The Stylish Women's Shoe Of Ancient Rome That Rivals Modern Fashion

For those who've taken a liking to "gladiator sandals" — those interlaced, strappy sandals that climb the ankle and even calf — your fashion savvy extends further back than you might realize. Ancient Roman gladiators did indeed wear caligae (plural of caliga) — straps of leather hobnailed to a single, rigid sole — as mosaics such as those on Following Hadrian depict, combined with greaves to protect the shins, per Tribunes and Triumphs. But because gladiatorial combat was often historical reenactment cosplay complete with period-accurate garb, they wore lots of other footwear, too.

Regular citizens also donned the kind of footwear now sported by runway models, per the Museum of London: carbatinae, moccasin-like and top-laced; thonged flip-flops; ankle-high calcei boots; and wide, male-power statements that resemble raquettes à neige aka snowshoes. Shoes in ancient Rome (and Greece), were a big deal in general, to the extent where modernity is definitely the spiritual successor to their pedestrian obsession. Shoes and sandals were symbols of status, and only the poorest would go shoeless in public, despite peasant Britons in medieval times going barefoot 1000 years later. The Greek poet Aeschylus, for instance, per Vogue, developed a raised wedge heel to "give added majesty" to his actors, while the highest of the high, Julius Caesar himself, notoriously wore red boots to signify his power, in place of traditional royal purple, as Ancient History Magazine says. 

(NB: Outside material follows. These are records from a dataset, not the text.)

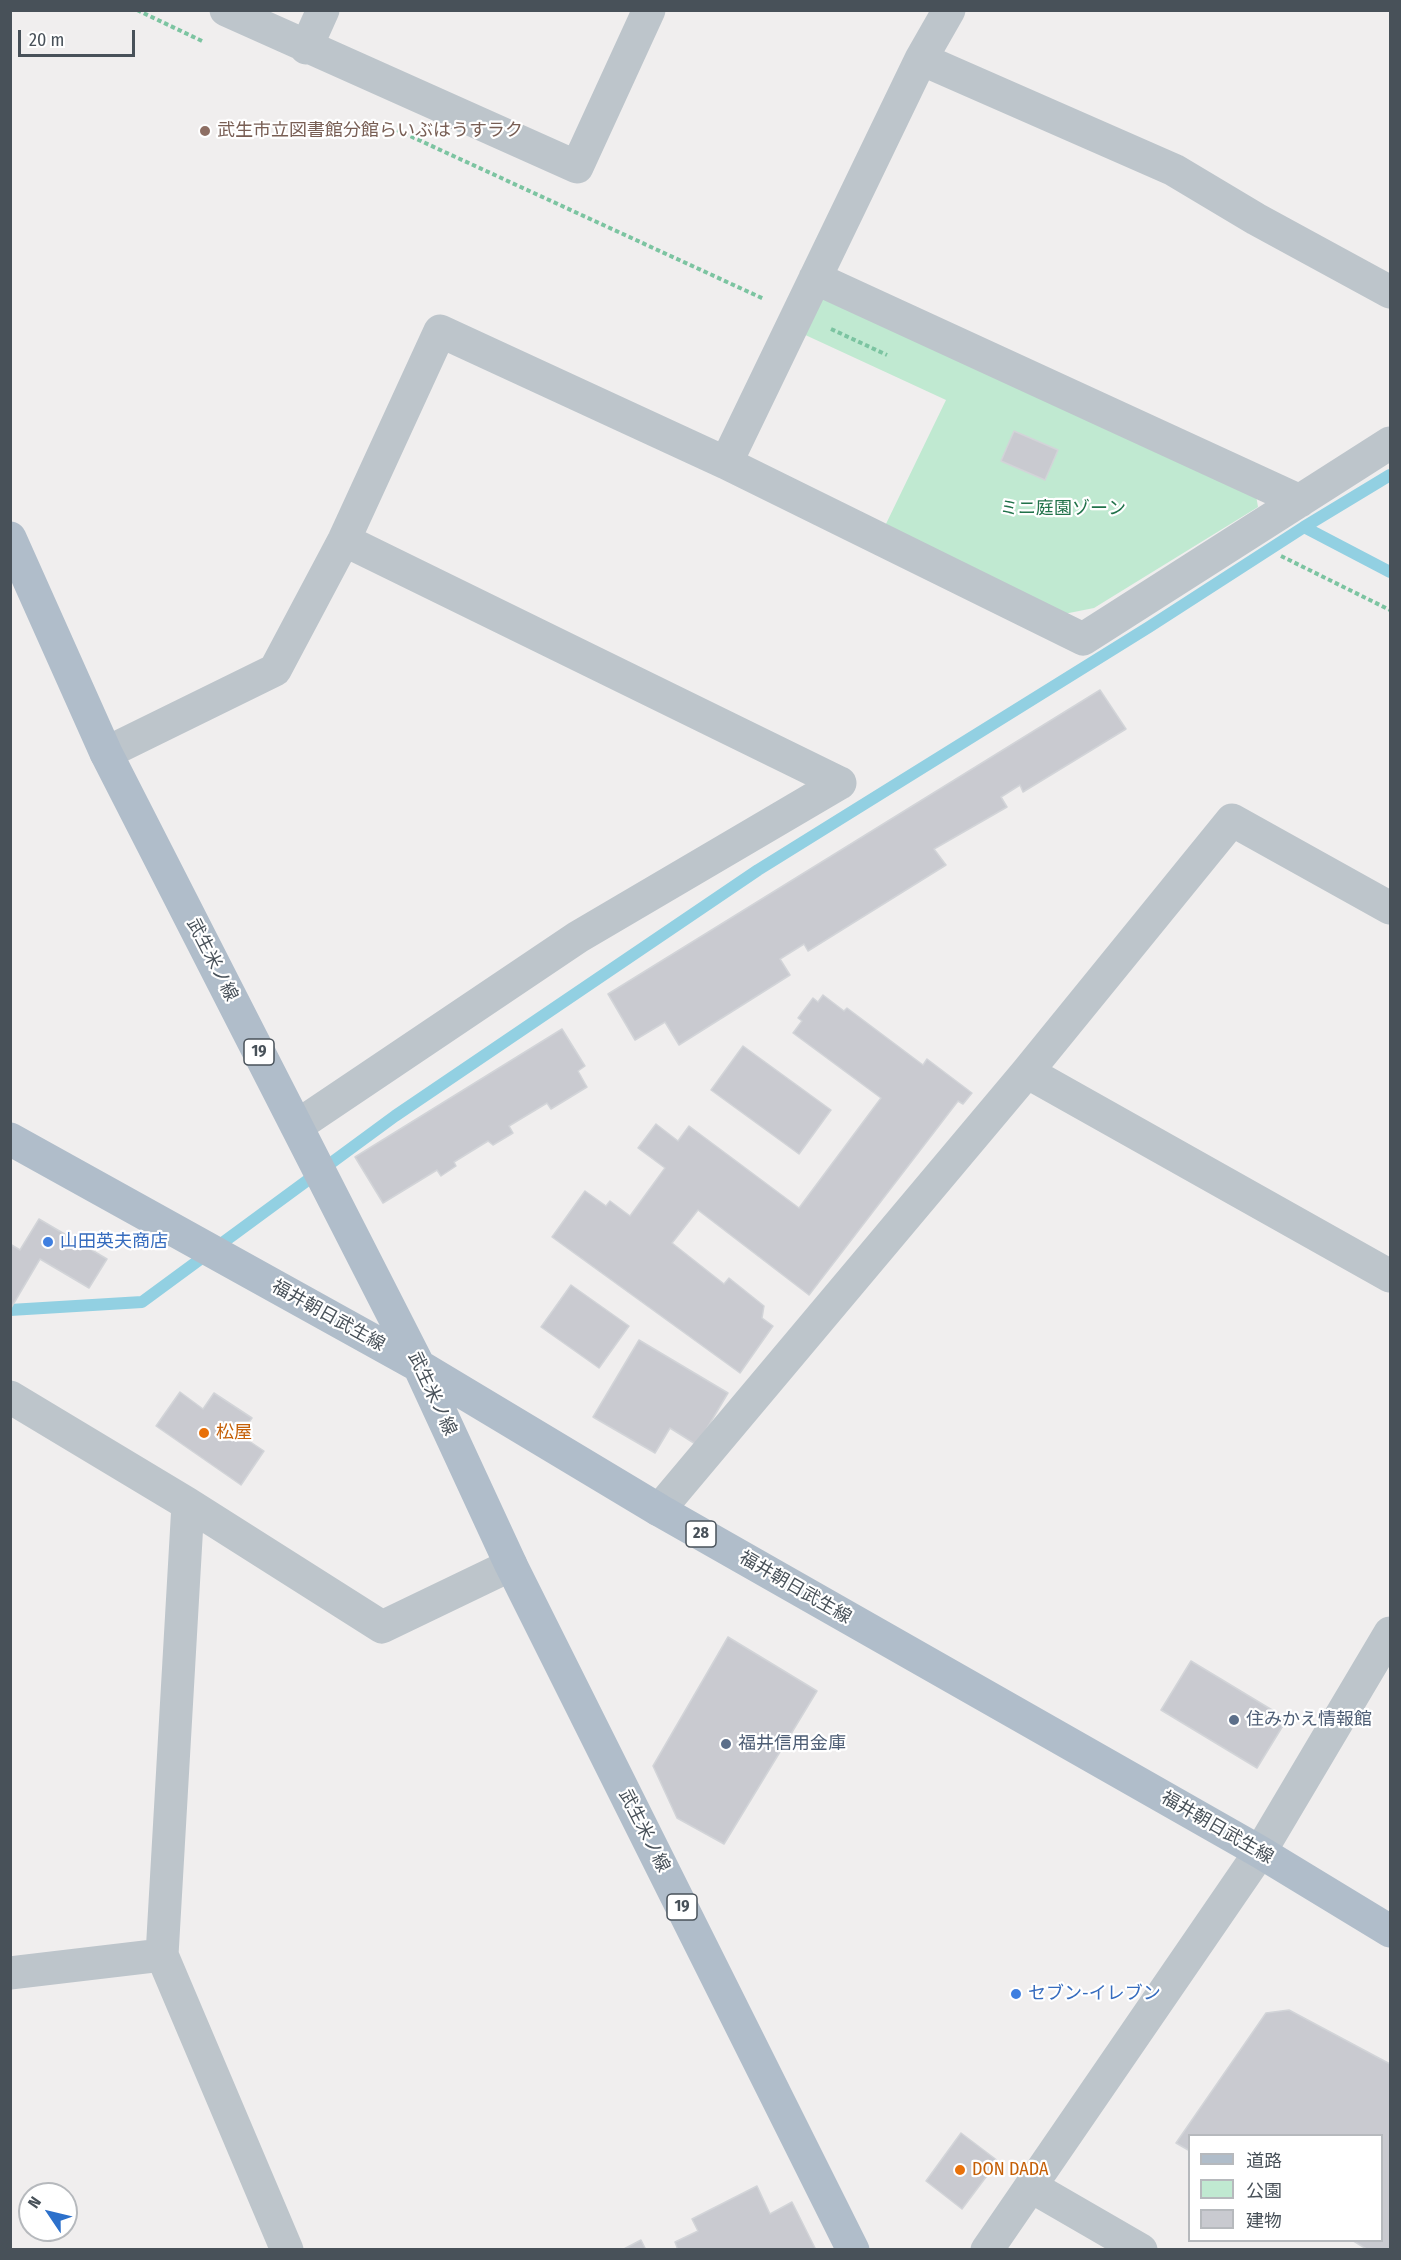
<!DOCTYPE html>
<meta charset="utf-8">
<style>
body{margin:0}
#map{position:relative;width:1401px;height:2260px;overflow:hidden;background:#f0eeee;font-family:"Fira Sans Condensed","Noto Sans JP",sans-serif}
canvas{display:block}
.frame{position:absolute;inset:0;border:12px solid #485159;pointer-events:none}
.legend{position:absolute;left:1188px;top:2134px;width:195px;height:108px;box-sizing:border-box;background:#fff;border:2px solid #b6b9bd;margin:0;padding:8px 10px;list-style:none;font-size:18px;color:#485159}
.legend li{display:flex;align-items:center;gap:12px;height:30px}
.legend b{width:30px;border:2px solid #b6b9bd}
.north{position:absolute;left:18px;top:2182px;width:60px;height:60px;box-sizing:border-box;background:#fff;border:2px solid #b6b9bd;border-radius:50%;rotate:305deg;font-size:16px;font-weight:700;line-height:24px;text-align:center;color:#485159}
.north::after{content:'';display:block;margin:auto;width:21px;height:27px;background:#2c70cb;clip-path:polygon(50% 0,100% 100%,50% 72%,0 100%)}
.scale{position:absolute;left:18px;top:30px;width:117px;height:27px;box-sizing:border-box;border:3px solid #485159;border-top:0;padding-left:8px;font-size:18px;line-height:21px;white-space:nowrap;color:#485159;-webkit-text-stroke:4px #fff;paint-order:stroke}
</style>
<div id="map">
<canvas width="1401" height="2260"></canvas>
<div class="frame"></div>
<ul class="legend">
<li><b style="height:8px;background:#b0bdca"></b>道路</li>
<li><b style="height:16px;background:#c0e9d1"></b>公園</li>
<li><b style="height:16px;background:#c9cad0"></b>建物</li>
</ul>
<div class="north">N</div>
<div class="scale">20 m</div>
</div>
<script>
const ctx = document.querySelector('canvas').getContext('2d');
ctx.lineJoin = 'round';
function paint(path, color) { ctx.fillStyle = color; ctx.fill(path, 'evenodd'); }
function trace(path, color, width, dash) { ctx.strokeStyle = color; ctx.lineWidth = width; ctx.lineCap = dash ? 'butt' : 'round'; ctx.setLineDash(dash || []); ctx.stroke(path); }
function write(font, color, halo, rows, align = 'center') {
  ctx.font = font + ' "Fira Sans Condensed","Noto Sans JP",sans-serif'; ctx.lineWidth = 4.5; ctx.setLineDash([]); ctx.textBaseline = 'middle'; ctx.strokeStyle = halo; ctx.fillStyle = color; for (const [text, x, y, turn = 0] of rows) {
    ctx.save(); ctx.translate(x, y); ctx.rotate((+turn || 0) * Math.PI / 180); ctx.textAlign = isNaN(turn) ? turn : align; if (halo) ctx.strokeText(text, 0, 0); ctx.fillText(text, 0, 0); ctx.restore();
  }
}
paint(new Path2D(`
 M819 293 1255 489 1258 507 1094 608 1059 615 884 528 946 400 801 333Z`), '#c0e9d1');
trace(new Path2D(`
 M1304 527 1390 572
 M10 1310 142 1302 395 1116 758 870 1149 627 1304 527 1390 475`), '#92d0e2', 12);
const building = new Path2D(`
 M1014 431 1058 450 1045 480 1001 461Z
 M1100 690 1126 729 1023 792 1020 785 1001 797 1007 807 934 849 946 865 808 951 804 944 780 959 790 975 679 1045 665 1022 635 1040 608 994Z
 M823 995 844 1011 847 1008 923 1065 927 1059 972 1093 963 1104 958 1101 809 1295 698 1210 672 1243 724 1284 729 1278 764 1306 762 1318 773 1326 740 1373 552 1237 585 1191 606 1206 610 1201 630 1216 665 1168 638 1148 656 1124 678 1141 689 1126 799 1208 881 1098 793 1033 802 1021 798 1018 813 998 818 1002Z
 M562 1029 585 1066 578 1071 587 1087 551 1109 547 1103 509 1126 513 1133 493 1145 488 1141 454 1162 456 1166 441 1176 437 1170 383 1203 355 1157Z
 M743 1046 831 1110 799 1154 711 1090Z
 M39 1219 107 1259 89 1288 40 1259 11 1308 10 1244 20 1250Z
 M571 1285 629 1326 599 1368 541 1327Z
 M639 1340 728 1393 697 1445 670 1428 655 1453 593 1417Z
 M180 1392 203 1409 214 1393 252 1418 240 1435 264 1451 241 1485 156 1426Z
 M728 1637 817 1691 724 1844 677 1818 653 1766Z
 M1191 1661 1287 1719 1257 1768 1161 1710Z
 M1289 2010 1390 2064V2250H1368L1352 2240H1382V2136H1190V2151L1176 2143 1266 2013Z
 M961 2133 998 2161 962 2209 926 2181Z
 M757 2186 770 2214 792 2202 816 2250H678L675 2242 698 2231 692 2219Z
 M641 2240 646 2250H622Z`);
paint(building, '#c9cad0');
trace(building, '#d2d4d8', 1.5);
trace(new Path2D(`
 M137 10 202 41
 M397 130 764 299
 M831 329 887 355
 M1281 556 1390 610`), '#7cc4a1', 4, [4.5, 3]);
trace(new Path2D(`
 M226 10 577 167 649 10
 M306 48 323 10
 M921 59 1174 170 1256 219 1390 292
 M815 278 1300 501
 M726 463 921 59 949 10
 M344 540 840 783
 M106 753 275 670 344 540 440 331 726 463 1083 639 1390 443
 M1027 1072 1390 1276
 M297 1126 578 937 840 783
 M10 1397 188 1504 382 1627 511 1565
 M188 1504 162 1955 287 2250
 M659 1510 1027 1072 1232 820 1390 908
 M10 1973 162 1955
 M1032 2187 1141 2250
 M987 2250 1260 1852 1390 1633`), '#bdc5cb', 33);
trace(new Path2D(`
 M10 538 106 753 419 1366 511 1565 853 2250
 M10 1139 419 1366 659 1510 1260 1852 1390 1931`), '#b0bdca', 33);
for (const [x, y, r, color] of [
 [205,131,6,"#8d6e63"],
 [48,1242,6,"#3f7fe0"],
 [204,1433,6,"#e8710a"],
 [1234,1720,6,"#5c6f8a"],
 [726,1744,6,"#5c6f8a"],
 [1016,1994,6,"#3f7fe0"],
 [960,2170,6,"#e8710a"]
]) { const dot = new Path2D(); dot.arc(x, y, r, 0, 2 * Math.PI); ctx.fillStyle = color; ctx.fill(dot); trace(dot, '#fff', 2); }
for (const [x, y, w] of [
 [259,1052,30],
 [701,1534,30],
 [682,1907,30]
]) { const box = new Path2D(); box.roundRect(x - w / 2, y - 13, w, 26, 4.5); ctx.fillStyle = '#fff'; ctx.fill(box); trace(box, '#485159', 1.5); }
write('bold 16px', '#485159', null, [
 ["19",259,1052],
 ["28",701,1534],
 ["19",682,1907]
]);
write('18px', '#785e54', '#fff', [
 ["武生市立図書館分館らいぶはうすラク",217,131]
], 'left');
write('18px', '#21724a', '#fff', [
 ["ミニ庭園ゾーン",1063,509]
]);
write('18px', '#485159', '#fff', [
 ["武生米ノ線",212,960,63],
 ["福井朝日武生線",328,1316,29],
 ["武生米ノ線",432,1394,65],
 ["福井朝日武生線",795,1588,30],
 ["福井朝日武生線",1217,1828,30],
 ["武生米ノ線",644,1831,63]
]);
write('18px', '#366cbe', '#fff', [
 ["山田英夫商店",60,1242],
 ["セブン-イレブン",1028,1994]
], 'left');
write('18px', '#c56008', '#fff', [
 ["松屋",216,1433],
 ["DON DADA",972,2170]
], 'left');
write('18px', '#4e5e75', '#fff', [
 ["住みかえ情報館",1246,1720],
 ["福井信用金庫",738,1744]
], 'left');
</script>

One shoe, in particular, discovered in the ancient Saalburg fort in Germany, perfectly represents exactly how fashion-conscious the Romans were. 

A highly decorated symbol of status and power

The Roman fort in Saalburg, Germany — about smack dab in the middle of Frankfurt, Dresden, Leipzig, and Nurnberg — was occupied about 90-260 CE, as All That's Interesting tells us. About 2000 people lived inside its walls, surrounded by an external village. The fort, now a museum and dedicated UNESCO World Heritage Site, has produced lots of valuable archaeological finds. It's got walls, temples, and trees, as the Saalburg website shows, but the shoe in question? It was found in a well.

The shoe — sandal, really — is a gloriously decorated caligae punctured by geometric designs, lacy decorative patterns, and rows of ovals across the collar. Its sole is heavier, which means it was worn outside. Its bevy of embellishments indicates it was not only a lady's shoe, but a wealthy lady. If someone wore these down the street in the ancient Roman empire, they'd turn heads as easily as a pair of shoes from a modern Italian master. 

Far from being the only find of its kind, repositories such as the Museum of London contain over 3,500 such leather artifacts, 89% of which are footwear. 22% of them are large and bulky enough to be men's, typically found at military locations, and the rest are women's. Many are highly ornate and trimmed with symbols, designs, astrological signs, gold leaf, and hobnailed patterns, or have copper-alloy studs in the sole that left messages in soft ground, even anti-imperial political protest messages.

Form over function, plus lots of rocking socks with sandals

Lest you think that the Romans ranked style above all else, they were pragmatists first. While the Greeks may have preferred "form over function" from 1000-700 BCE, as Startup Fashion says, the Romans reengineered some practical lessons from their military back into civilian life. Nothing about any shoe's core construction was incidental. As Ancient History Magazine quotes of caligae, the shoe that gave rise to modern gladiator sandals, "The nailing on the undersole is not random: the characteristic D-shaped pattern distributed the support where needed. The pattern identified footprints of soldiers, even on drying clay tiles. This pattern is echoed almost two thousand years later on the bottom of modern sport shoes." Even the mere 2000-year preservation of Roman footwear is due to vegetable tanning technology derived from the need to have a more long-lasting shoe for soldiers, as ThoughtCo describes.

That being said, some Roman fashion choices might not fly these days. As the Museum of London explains, colder, non-Mediterranean climates within the empire required the use of not only shoes, but socks. However, folks were reluctant to give up the often hole-based decorations in their shoes, and as a result, not only wore the modernly reviled sock-and-sandal combo, but used the punching patterns in their sandals to display colorfully dyed socks beneath. Probably not a good idea to make fun of a soldier or gladiator rocking this look, though.